The rest of the paper is organized as follows. Section II presents domestic and international research findings related to this study. Section III provides an exhaustive description of the LRe Trans model developed in this research. Section IV outlines experiments conducted to substantiate the model’s validity and attainable results. Section V furnishes an overall summary of the study, alongside its limitations and prospects for follow-up research.

II.RELATED WORKS

The domains of artificial intelligence, electronic information, and human-computer interaction have developed quickly, leading to rich research findings in this area. For the safety of human-computer collaboration in future factory environments, Mazhar O et al. created a real-time safe framework based on static gestures and 3D skeleton extraction. The researchers utilized a Kinect V2 depth map to eliminate the background of hand images and used random patterns and architectural templates to replace the background for data enhancement. The final experimental results proved that the framework did improve the security of human-computer collaboration [7]. Wu M et al. proposed a method called weight-adapted convolutional neural network (CNN) aimed at extracting discriminative expressed emotion features to recognize facial expressions [8]. Xiong Q and other researchers proposed an integrated approach aimed at solving the problem of human action recognition in human-computer interaction through optical flow and CNN-based transfer learning. In this study, the spatial-temporal information of human movements was simultaneously resolved by a dual-flow CNN structure [9]. Zhang R et al. proposed a system called WiGesID for joint gesture recognition and behavioral recognition through Wi-Fi sensing technology. The research method recognized new gesture categories and users by calculating the relationship scores between the features of the new category samples and the supporting samples. According to experimental results, the technique accurately recognizes new categories and performs better in cross-domain perception than state-of-the-art methods [10]. For automatic facial expression identification, Li J et al. developed a unique end-to-end neural network with an attention mechanism. Local binary pattern (LBP) features were applied to capture small movements of the face and enhance network performance; the attention mechanism could assist the neural network in better focusing on useful features. The network system consisted primarily of feature extraction, reconstruction, and classification modules [11].

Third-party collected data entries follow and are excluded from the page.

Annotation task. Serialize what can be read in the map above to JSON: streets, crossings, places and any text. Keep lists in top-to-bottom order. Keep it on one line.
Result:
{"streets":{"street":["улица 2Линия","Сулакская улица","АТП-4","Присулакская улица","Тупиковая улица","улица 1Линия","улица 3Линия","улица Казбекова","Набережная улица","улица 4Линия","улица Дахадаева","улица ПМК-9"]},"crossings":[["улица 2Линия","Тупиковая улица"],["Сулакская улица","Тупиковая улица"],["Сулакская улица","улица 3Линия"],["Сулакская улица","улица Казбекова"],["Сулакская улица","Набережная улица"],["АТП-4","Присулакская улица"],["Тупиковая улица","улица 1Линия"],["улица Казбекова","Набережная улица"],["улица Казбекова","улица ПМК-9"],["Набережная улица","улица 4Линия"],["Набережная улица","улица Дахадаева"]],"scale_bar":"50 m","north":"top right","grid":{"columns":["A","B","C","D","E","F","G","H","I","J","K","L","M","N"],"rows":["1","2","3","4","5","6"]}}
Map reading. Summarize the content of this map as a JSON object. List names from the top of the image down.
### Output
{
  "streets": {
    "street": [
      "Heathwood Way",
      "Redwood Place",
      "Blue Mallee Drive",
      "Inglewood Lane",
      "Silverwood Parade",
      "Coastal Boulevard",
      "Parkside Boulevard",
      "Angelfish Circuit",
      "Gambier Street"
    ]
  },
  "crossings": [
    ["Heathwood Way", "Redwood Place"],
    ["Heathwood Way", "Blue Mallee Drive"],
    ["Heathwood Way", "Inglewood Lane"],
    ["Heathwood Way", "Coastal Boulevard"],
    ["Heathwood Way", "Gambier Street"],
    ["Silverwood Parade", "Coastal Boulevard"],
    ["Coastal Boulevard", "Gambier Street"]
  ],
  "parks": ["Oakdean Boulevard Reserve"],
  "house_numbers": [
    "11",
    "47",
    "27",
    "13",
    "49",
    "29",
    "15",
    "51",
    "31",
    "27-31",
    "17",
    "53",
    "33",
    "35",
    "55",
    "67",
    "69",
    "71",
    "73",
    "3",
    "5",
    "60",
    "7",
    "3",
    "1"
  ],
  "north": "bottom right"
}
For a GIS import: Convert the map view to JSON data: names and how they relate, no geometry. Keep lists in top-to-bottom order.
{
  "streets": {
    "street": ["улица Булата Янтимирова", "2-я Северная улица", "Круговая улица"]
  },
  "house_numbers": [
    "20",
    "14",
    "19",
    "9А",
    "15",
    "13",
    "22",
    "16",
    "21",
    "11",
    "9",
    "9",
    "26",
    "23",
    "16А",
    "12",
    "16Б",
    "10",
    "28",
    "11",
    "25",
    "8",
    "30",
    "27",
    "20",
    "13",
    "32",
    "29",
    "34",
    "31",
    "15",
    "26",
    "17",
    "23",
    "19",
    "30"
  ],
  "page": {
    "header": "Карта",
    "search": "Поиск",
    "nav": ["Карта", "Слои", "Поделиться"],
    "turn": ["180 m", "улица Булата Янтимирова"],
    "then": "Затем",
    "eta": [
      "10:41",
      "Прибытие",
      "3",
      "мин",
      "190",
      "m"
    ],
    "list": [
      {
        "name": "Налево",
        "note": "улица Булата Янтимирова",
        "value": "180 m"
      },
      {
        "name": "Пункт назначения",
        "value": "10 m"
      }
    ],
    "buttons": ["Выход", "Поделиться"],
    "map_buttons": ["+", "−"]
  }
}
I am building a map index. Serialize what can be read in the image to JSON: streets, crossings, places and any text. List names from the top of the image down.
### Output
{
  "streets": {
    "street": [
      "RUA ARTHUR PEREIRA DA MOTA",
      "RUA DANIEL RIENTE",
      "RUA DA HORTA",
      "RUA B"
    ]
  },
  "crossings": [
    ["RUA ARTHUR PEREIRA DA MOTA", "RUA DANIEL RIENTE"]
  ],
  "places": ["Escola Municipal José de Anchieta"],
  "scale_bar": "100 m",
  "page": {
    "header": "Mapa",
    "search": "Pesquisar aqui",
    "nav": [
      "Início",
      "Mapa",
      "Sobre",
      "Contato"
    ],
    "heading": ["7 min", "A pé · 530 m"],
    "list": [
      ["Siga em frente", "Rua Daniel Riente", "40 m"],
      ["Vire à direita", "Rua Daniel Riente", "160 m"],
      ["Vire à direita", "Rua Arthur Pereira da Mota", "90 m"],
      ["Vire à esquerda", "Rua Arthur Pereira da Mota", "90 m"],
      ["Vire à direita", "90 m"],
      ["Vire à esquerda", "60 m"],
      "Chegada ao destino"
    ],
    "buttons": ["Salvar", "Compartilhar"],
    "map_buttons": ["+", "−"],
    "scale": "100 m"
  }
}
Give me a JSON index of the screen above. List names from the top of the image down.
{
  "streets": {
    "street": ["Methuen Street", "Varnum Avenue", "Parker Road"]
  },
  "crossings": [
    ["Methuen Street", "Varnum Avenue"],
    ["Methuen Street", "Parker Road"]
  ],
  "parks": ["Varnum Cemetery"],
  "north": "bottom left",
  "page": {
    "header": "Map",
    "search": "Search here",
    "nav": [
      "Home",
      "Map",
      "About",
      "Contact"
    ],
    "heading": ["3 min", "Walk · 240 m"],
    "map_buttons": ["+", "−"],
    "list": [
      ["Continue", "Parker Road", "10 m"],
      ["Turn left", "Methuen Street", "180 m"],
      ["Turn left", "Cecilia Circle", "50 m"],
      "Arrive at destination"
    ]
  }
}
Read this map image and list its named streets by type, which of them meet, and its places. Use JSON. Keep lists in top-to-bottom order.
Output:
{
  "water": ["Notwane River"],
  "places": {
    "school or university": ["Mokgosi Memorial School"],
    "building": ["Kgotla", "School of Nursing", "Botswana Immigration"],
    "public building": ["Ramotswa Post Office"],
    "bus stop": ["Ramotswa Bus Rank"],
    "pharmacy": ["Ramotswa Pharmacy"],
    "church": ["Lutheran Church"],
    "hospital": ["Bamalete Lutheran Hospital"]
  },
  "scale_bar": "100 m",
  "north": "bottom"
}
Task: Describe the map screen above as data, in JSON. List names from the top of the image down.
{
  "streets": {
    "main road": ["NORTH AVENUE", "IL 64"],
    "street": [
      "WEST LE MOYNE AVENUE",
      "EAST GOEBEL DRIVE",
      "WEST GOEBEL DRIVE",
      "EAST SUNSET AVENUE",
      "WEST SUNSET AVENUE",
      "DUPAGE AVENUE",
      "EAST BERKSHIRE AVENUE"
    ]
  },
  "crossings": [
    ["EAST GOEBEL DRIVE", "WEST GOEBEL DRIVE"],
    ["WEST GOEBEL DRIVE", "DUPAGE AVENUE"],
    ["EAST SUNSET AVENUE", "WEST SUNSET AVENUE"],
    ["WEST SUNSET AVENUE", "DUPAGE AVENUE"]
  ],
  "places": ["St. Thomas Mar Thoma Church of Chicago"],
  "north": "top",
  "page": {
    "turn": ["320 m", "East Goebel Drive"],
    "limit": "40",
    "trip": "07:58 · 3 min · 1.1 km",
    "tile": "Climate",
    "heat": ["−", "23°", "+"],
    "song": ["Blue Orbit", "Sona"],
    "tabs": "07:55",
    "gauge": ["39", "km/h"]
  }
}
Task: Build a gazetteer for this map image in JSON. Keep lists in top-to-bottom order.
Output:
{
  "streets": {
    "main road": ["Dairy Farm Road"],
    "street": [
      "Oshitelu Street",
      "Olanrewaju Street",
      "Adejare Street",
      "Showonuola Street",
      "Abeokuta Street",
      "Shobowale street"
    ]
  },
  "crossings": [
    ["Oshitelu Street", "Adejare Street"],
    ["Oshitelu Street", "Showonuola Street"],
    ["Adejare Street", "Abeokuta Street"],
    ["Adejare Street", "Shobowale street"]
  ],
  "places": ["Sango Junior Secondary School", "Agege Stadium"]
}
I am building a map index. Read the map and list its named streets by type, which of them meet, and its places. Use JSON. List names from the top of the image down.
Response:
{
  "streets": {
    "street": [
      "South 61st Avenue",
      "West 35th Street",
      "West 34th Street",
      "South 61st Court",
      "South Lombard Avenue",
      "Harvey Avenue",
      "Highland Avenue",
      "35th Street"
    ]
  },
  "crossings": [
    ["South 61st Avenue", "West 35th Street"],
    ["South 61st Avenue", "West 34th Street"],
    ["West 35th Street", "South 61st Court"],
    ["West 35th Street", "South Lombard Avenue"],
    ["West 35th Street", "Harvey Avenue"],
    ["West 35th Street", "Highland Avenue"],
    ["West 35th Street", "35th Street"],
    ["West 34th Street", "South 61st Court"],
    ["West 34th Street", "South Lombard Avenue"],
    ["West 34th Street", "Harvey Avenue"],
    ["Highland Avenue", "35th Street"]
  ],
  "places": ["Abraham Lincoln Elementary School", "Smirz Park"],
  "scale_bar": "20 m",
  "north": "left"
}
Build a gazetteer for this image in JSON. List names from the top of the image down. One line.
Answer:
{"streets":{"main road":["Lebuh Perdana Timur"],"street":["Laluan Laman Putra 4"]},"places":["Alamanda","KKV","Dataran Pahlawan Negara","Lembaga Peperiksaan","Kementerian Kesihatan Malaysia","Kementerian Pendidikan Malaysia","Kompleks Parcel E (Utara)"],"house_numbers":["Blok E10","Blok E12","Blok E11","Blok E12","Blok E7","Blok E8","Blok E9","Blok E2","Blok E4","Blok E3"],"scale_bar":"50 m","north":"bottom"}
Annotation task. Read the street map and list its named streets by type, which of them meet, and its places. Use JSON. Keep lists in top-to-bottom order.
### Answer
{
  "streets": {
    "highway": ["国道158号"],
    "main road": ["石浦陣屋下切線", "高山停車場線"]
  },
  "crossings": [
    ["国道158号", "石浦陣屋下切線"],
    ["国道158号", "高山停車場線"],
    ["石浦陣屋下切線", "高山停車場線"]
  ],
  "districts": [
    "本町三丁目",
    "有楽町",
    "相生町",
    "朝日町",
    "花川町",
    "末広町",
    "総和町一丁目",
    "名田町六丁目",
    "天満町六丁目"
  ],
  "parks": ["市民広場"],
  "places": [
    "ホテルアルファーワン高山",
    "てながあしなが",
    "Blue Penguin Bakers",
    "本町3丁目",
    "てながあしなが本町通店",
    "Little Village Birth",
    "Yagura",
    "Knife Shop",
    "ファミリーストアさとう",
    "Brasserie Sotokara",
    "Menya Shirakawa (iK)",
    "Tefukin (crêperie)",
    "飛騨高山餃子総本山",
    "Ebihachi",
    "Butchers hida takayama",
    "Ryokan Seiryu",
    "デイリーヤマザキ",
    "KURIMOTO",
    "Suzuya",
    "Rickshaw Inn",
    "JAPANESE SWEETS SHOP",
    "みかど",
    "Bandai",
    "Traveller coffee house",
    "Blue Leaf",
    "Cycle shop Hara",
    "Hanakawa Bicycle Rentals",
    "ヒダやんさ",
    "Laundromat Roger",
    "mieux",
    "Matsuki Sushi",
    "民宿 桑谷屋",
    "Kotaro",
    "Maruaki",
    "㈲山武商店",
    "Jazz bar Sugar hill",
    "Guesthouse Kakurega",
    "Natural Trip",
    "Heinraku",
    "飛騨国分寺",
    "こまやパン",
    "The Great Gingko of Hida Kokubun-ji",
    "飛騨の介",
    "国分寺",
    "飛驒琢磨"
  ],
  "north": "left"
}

Vision-based behavior detection and recognition is a significant field in human-computer interaction. It also assists in predicting the visual interaction capability for more precise human-computer interaction. A new approach to human behavior detection was presented by Jaouedi N. et al. It was based on a hybrid deep learning model that uses more powerful gated recurrent neural networks (RNNs) to classify videos and sequential data with more accuracy. The method achieved an average of 96.3% results in the KTH dataset test [12]. Yilmaz A A et al. proposed a deep learning architecture for human action recognition and prediction based on hybrid models. According to experimental findings, the suggested architecture predicted human behavior better than earlier models [13]. Abdelbaky A and Aly S proposed a new method for human behavior recognition. The method learned and fused spatial and temporal features from a simple unsupervised CNN that, simultaneously, combined a bag-of-features and locally aggregated descriptor vector coding scheme. After action recognition through the use of support vector machine (SVM) classifiers, satisfactory and comparable results were demonstrated on two commonly used datasets [14]. To create a thorough frame representation utilizing cross-correlation to capture the second-order statistics of all human-object couples within a frame, Roy D and Fernando B suggested a way to express human-object interactions using visual attributes. The outcomes demonstrated that compared with attention-based and other second-order techniques, this cross-correlation-based frame representation was more appropriate for behavioral prediction [15]. Jain S et al. designed and implemented a three-dimensional CNN (3D-CNN) architecture for real-time yoga pose recognition, which was an improved version of the C3D architecture applied to yoga pose recognition. Experiments demonstrated that this 3D-CNN architecture achieved 91.15% of the tested recognition accuracy on ten yoga poses and the execution speed was multiplied compared with the current optimal technique [16].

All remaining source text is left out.